To confirm our findings, we asked humans to listen to a few audio clips and determine if it was an original recording of human speech or an artificial continuation created by AudioLM. Based on the evaluations we collected, we recorded a 51.2 percent success rate, which isn’t statistically significantly different from the 50 percent success rate by assigning labels randomly. This implies that the speech generated by AudioLM is challenging to differentiate from actual speech for the average user.
Our work on AudioLM is intended for research purposes only, and we do not have plans to make it public at the moment. In line with the AI Principles, we set out to discover and reduce the risk that users could mistake the speech samples that AudioLM synthesizes for genuine speech. In this regard, we developed an audio classifier that could discern synthetic speech created by AudioLM with high accuracy (98.6 percent). This indicates that, although they’re (almost) impossible to distinguish from some listeners, the continuations produced by AudioLM are extremely easily detected using an audio classifier that is simple. This is an essential first step in protecting against the misuse potential of AudioLM and possibly looking into technologies like Audio “watermarking.”

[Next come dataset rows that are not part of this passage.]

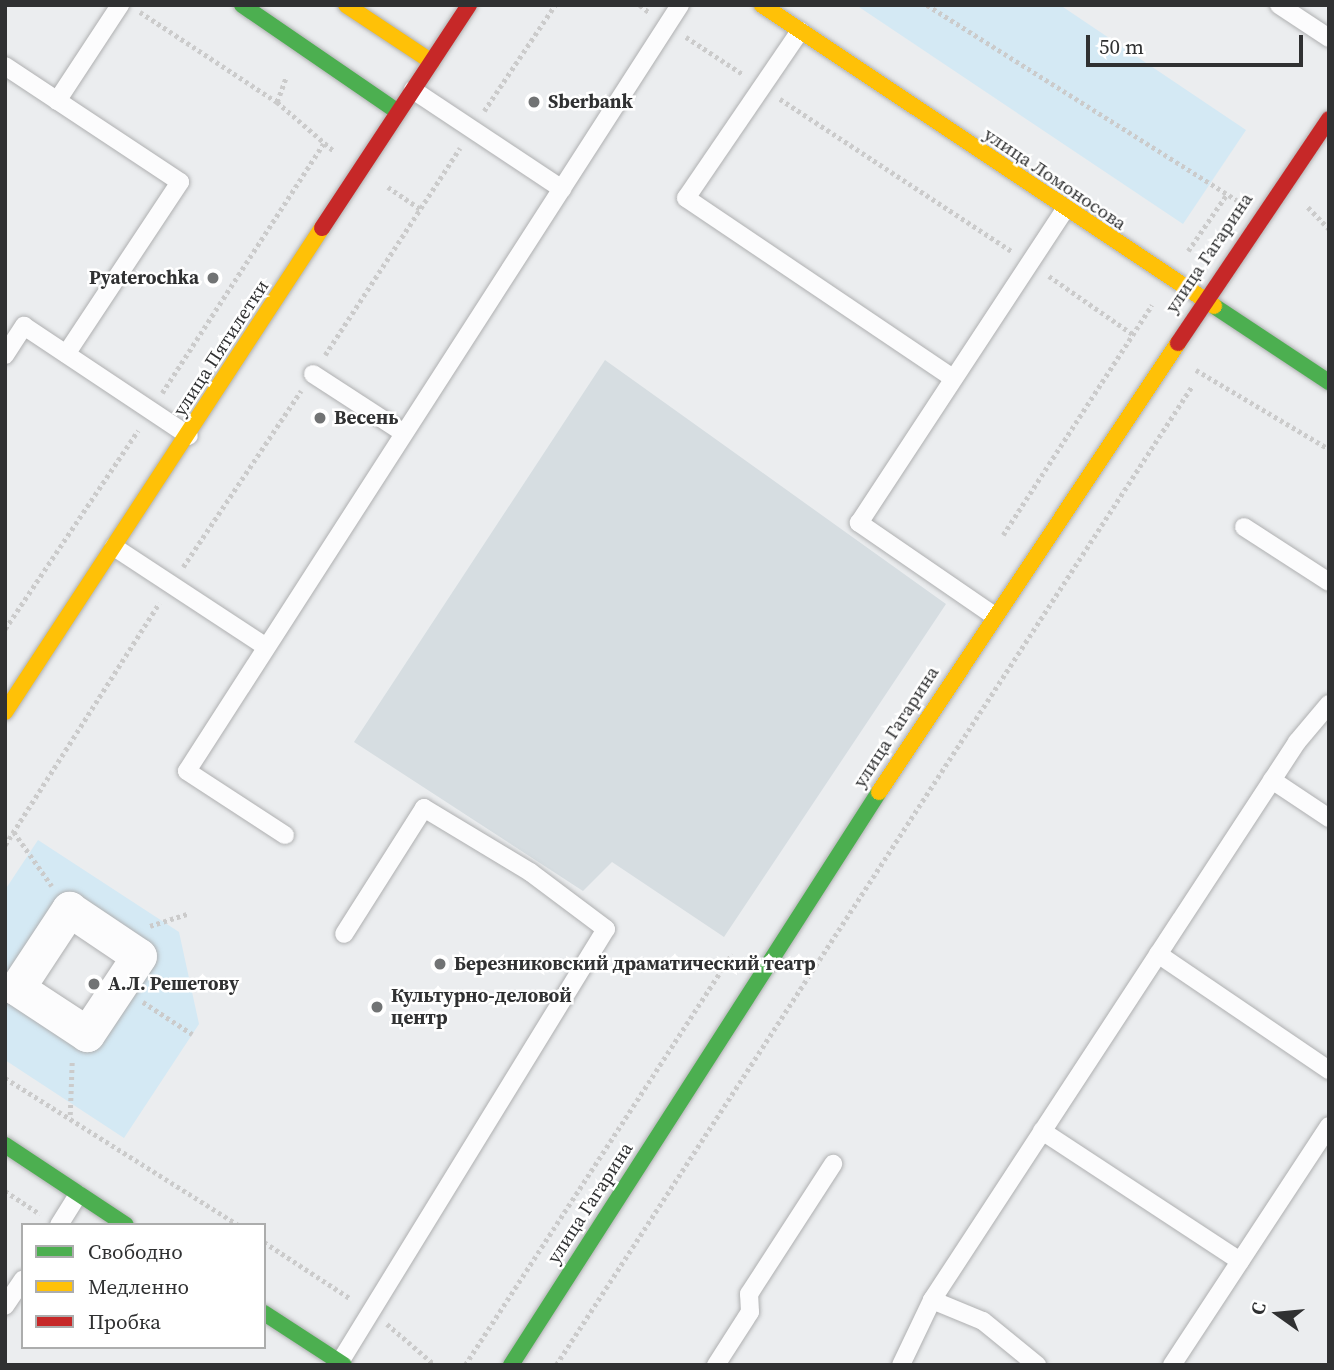 <!DOCTYPE html>
<html>
<head>
<meta charset="utf-8">
<style>
	body { margin:0 }
	#map { position:relative; width:1334px; height:1370px; overflow:hidden; background:#ebedef; font-family:"Source Serif 4",serif }
	div>[style] { position:absolute }
	.built>* { inset:0; background:#d6dde1 }
	.green>* { inset:0; background:#d4e9f4 }
	.path>* { height:4.5px; margin-top:-2.25px; transform-origin:0; background:repeating-linear-gradient(90deg,#cbcbcb 0 3.5px,transparent 0 7px) }
	.roads { filter:drop-shadow(0 0 2px #afb0b1) drop-shadow(0 0 2px #afb0b1) }
	.lane>* { height:18px; margin:-9px; padding:0 9px; transform-origin:9px; border-radius:9px; background:#fcfcfd }
	.street>* { height:35px; margin:-17.5px; padding:0 17.5px; transform-origin:17.5px; border-radius:17.5px; background:#fcfcfd }
	.fast>* { height:16px; margin:-8px; padding:0 8px; transform-origin:8px; border-radius:8px; background:#4caf50 }
	.slow>* { height:16px; margin:-8px; padding:0 8px; transform-origin:8px; border-radius:8px; background:#ffc107 }
	.jam>* { height:16px; margin:-8px; padding:0 8px; transform-origin:8px; border-radius:8px; background:#c62828 }
	.dots>* { width:19px; height:19px; translate:-50% -50%; box-sizing:border-box; border:4px solid #fff; border-radius:50% }
	span { translate:-50% -50%; white-space:nowrap; text-align:center; line-height:1.15; -webkit-text-stroke:5px #fff; paint-order:stroke }
	.poi-label { font-size:19px; color:#303132; font-weight:700 }
	.left { translate:0 -50%; text-align:left }
	.right { translate:-100% -50%; text-align:right }
	.street-label { font-size:19px; color:#303132 }
	.frame { position:absolute; inset:0; border:7px solid #303132; pointer-events:none }
	.legend { position:absolute; left:21px; top:1223px; width:245px; height:126px; box-sizing:border-box; background:#fff; border:2px solid #acadad; margin:0; padding:9px 12px; list-style:none; font-size:21px; color:#303132 }
	.legend li { display:flex; align-items:center; gap:14px; height:35px }
	.legend b { width:35px; border:2px solid #acadad }
	.north { position:absolute; left:1243px; top:1279px; width:70px; height:70px; -webkit-text-stroke:5px #fff; paint-order:stroke; rotate:285deg; font-size:19px; font-weight:700; line-height:28px; text-align:center; color:#303132 }
	.north::after { content:''; display:block; margin:auto; width:24px; height:32px; background:#303132; clip-path:polygon(50% 0,100% 100%,50% 72%,0 100%) }
	.scale { position:absolute; left:1086px; top:35px; width:217px; height:32px; box-sizing:border-box; border:4px solid #303132; border-top:0; padding-left:9px; font-size:21px; line-height:24px; white-space:nowrap; color:#303132; -webkit-text-stroke:5px #fff; paint-order:stroke }
</style>
</head>
<body>
<div id="map">
	<div class="built">
		<div style="clip-path:polygon(605px 360px,946px 604px,724px 937px,612px 862px,583px 891px,354px 742px)"></div>
	</div>
	<div class="green">
		<div style="clip-path:polygon(856px 5px,1060px 5px,1246px 130px,1183px 224px)"></div>
		<div style="clip-path:polygon(evenodd,38px 840px,179px 932px,199px 1024px,124px 1138px,5px 1060px,5px 890px,38px 840px,69px 910px,139px 956px,87px 1034px,17px 988px,69px 910px)"></div>
	</div>
	<div class="path">
		<div style="left:640px;top:5px;width:13px;rotate:39deg"></div>
		<div style="left:927px;top:5px;width:366px;rotate:32.2deg"></div>
		<div style="left:140px;top:12px;width:164px;rotate:33.3deg"></div>
		<div style="left:277px;top:102px;width:75px;rotate:40.7deg"></div>
		<div style="left:686px;top:37px;width:69px;rotate:33.2deg"></div>
		<div style="left:780px;top:99px;width:279px;rotate:33.3deg"></div>
		<div style="left:277px;top:102px;width:27px;rotate:-70deg"></div>
		<div style="left:484px;top:111px;width:128px;rotate:-56.2deg"></div>
		<div style="left:388px;top:187px;width:40px;rotate:34deg"></div>
		<div style="left:1308px;top:207px;width:30px;rotate:46deg"></div>
		<div style="left:1188px;top:251px;width:69px;rotate:-55.6deg"></div>
		<div style="left:1049px;top:276px;width:103px;rotate:34.8deg"></div>
		<div style="left:325px;top:355px;width:247px;rotate:-56.9deg"></div>
		<div style="left:1196px;top:370px;width:155px;rotate:30.7deg"></div>
		<div style="left:162px;top:393px;width:297px;rotate:-57.1deg"></div>
		<div style="left:1003px;top:535px;width:274px;rotate:-57.1deg"></div>
		<div style="left:183px;top:567px;width:212px;rotate:-56.2deg"></div>
		<div style="left:5px;top:629px;width:239px;rotate:-56.2deg"></div>
		<div style="left:14px;top:832px;width:66px;rotate:54.9deg"></div>
		<div style="left:5px;top:845px;width:287px;rotate:-57.5deg"></div>
		<div style="left:150px;top:926px;width:40px;rotate:-18deg"></div>
		<div style="left:143px;top:1002px;width:59px;rotate:33.1deg"></div>
		<div style="left:5px;top:1078px;width:275px;rotate:32.2deg"></div>
		<div style="left:70px;top:1115px;width:55px;rotate:-87.9deg"></div>
		<div style="left:5px;top:1191px;width:42px;rotate:33.3deg"></div>
		<div style="left:264px;top:1242px;width:104px;rotate:33.2deg"></div>
		<div style="left:387px;top:1324px;width:63px;rotate:40.5deg"></div>
		<div style="left:465px;top:1365px;width:490px;rotate:-57deg"></div>
		<div style="left:556px;top:1365px;width:1167px;rotate:-56.99deg"></div>
	</div>
	<div class="roads">
		<div class="lane">
			<div style="left:1279px;top:5px;width:60px;rotate:33.4deg"></div>
			<div style="left:800px;top:31px;width:202px;rotate:124.3deg"></div>
			<div style="left:686px;top:198px;width:322px;rotate:34deg"></div>
			<div style="left:5px;top:66px;width:210px;rotate:33.5deg"></div>
			<div style="left:180px;top:182px;width:206px;rotate:123.5deg"></div>
			<div style="left:413px;top:90px;width:179px;rotate:33.6deg"></div>
			<div style="left:57px;top:101px;width:115px;rotate:-56.7deg"></div>
			<div style="left:5px;top:355px;width:35px;rotate:-57deg"></div>
			<div style="left:24px;top:326px;width:198px;rotate:33.7deg"></div>
			<div style="left:313px;top:374px;width:108px;rotate:33deg"></div>
			<div style="left:1244px;top:527px;width:101px;rotate:32.9deg"></div>
			<div style="left:114px;top:547px;width:181px;rotate:33.3deg"></div>
			<div style="left:993px;top:615px;width:163px;rotate:-145.5deg"></div>
			<div style="left:859px;top:523px;width:373px;rotate:-56.7deg"></div>
			<div style="left:1272px;top:780px;width:69px;rotate:33.7deg"></div>
			<div style="left:285px;top:835px;width:117px;rotate:-146.9deg"></div>
			<div style="left:187px;top:771px;width:911px;rotate:-57.23deg"></div>
			<div style="left:1158px;top:954px;width:207px;rotate:34.2deg"></div>
			<div style="left:1042px;top:1131px;width:237px;rotate:33.3deg"></div>
			<div style="left:59px;top:1225px;width:36px;rotate:-58deg"></div>
			<div style="left:932px;top:1300px;width:55px;rotate:22.4deg"></div>
			<div style="left:983px;top:1321px;width:70px;rotate:39.2deg"></div>
			<div style="left:5px;top:1306px;width:32px;rotate:-56deg"></div>
			<div style="left:340px;top:1362px;width:508px;rotate:-58.44deg"></div>
			<div style="left:606px;top:929px;width:95px;rotate:-143.1deg"></div>
			<div style="left:530px;top:872px;width:124px;rotate:-148.9deg"></div>
			<div style="left:424px;top:808px;width:149px;rotate:122.4deg"></div>
			<div style="left:716px;top:1365px;width:63px;rotate:-57.3deg"></div>
			<div style="left:750px;top:1312px;width:18px;rotate:-93deg"></div>
			<div style="left:749px;top:1294px;width:155px;rotate:-57.1deg"></div>
			<div style="left:901px;top:1365px;width:72px;rotate:-64.5deg"></div>
			<div style="left:932px;top:1300px;width:667px;rotate:-56.81deg"></div>
			<div style="left:1297px;top:742px;width:50px;rotate:-49.9deg"></div>
			<div style="left:1172px;top:1365px;width:286px;rotate:-56.7deg"></div>
		</div>
		<div class="street">
			<div style="left:69px;top:909px;width:84px;rotate:33.9deg"></div>
			<div style="left:139px;top:956px;width:94px;rotate:123.7deg"></div>
			<div style="left:87px;top:1034px;width:84px;rotate:-146.7deg"></div>
			<div style="left:17px;top:988px;width:95px;rotate:-56.6deg"></div>
		</div>
		<div class="fast">
			<div style="left:242px;top:5px;width:189px;rotate:34.4deg"></div>
			<div style="left:1214px;top:306px;width:138px;rotate:33.5deg"></div>
			<div style="left:5px;top:1145px;width:145px;rotate:33.5deg"></div>
			<div style="left:264px;top:1313px;width:95px;rotate:33deg"></div>
			<div style="left:511px;top:1365px;width:681px;rotate:-57.29deg"></div>
		</div>
		<div class="slow">
			<div style="left:346px;top:5px;width:103px;rotate:33.5deg"></div>
			<div style="left:762px;top:5px;width:543px;rotate:33.66deg"></div>
			<div style="left:5px;top:712px;width:579px;rotate:-56.78deg"></div>
			<div style="left:879px;top:792px;width:539px;rotate:-56.34deg"></div>
		</div>
		<div class="jam">
			<div style="left:322px;top:228px;width:267px;rotate:-56.6deg"></div>
			<div style="left:1178px;top:343px;width:270px;rotate:-56deg"></div>
		</div>
	</div>
	<div class="dots">
		<div style="left:534px;top:102px;background:#717374"></div>
		<div style="left:213px;top:278px;background:#717374"></div>
		<div style="left:320px;top:418px;background:#717374"></div>
		<div style="left:440px;top:964px;background:#717374"></div>
		<div style="left:94px;top:984px;background:#717374"></div>
		<div style="left:377px;top:1007px;background:#717374"></div>
	</div>
	<div class="poi-label">
		<span class="left" style="left:548px;top:102px">Sberbank</span>
		<span class="right" style="left:199px;top:278px">Pyaterochka</span>
		<span class="left" style="left:334px;top:418px">Весень</span>
		<span class="left" style="left:454px;top:964px">Березниковский драматический театр</span>
		<span class="left" style="left:108px;top:984px">А.Л. Решетову</span>
		<span class="left" style="left:391px;top:1007px">Культурно-деловой<br>центр</span>
	</div>
	<div class="street-label">
		<span style="left:1055px;top:179px;rotate:34deg">улица Ломоносова</span>
		<span style="left:1209px;top:253px;rotate:-56deg">улица Гагарина</span>
		<span style="left:221px;top:348px;rotate:-57deg">улица Пятилетки</span>
		<span style="left:896px;top:727px;rotate:-57deg">улица Гагарина</span>
		<span style="left:590px;top:1203px;rotate:-57deg">улица Гагарина</span>
	</div>
	<div class="frame"></div>
	<ul class="legend">
	<li><b style="height:9px;background:#4caf50"></b>Свободно</li>
	<li><b style="height:9px;background:#ffc107"></b>Медленно</li>
	<li><b style="height:9px;background:#c62828"></b>Пробка</li>
	</ul>
	<div class="north">С</div>
	<div class="scale">50 m</div>
</div>
</body>
</html>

We present AudioLM, a language modeling method of audio generation that can provide both long-term consistency and superior audio quality. Studies on speech generation demonstrate that AudioLM can produce syntactically and semantically coherent speech with no text and that the continuations created from the modeling are identical to natural speech produced that humans use. AudioLM also goes well beyond speech and can be used to model any audio signals, such as piano music. This will allow future extensions to other audio types (e.g., polyphonic and multilingual speech or audio event) and the integration of AudioLM as an encoder-decoder framework to perform task-specific tasks such as text-to-speech or speech-to-speech transcription.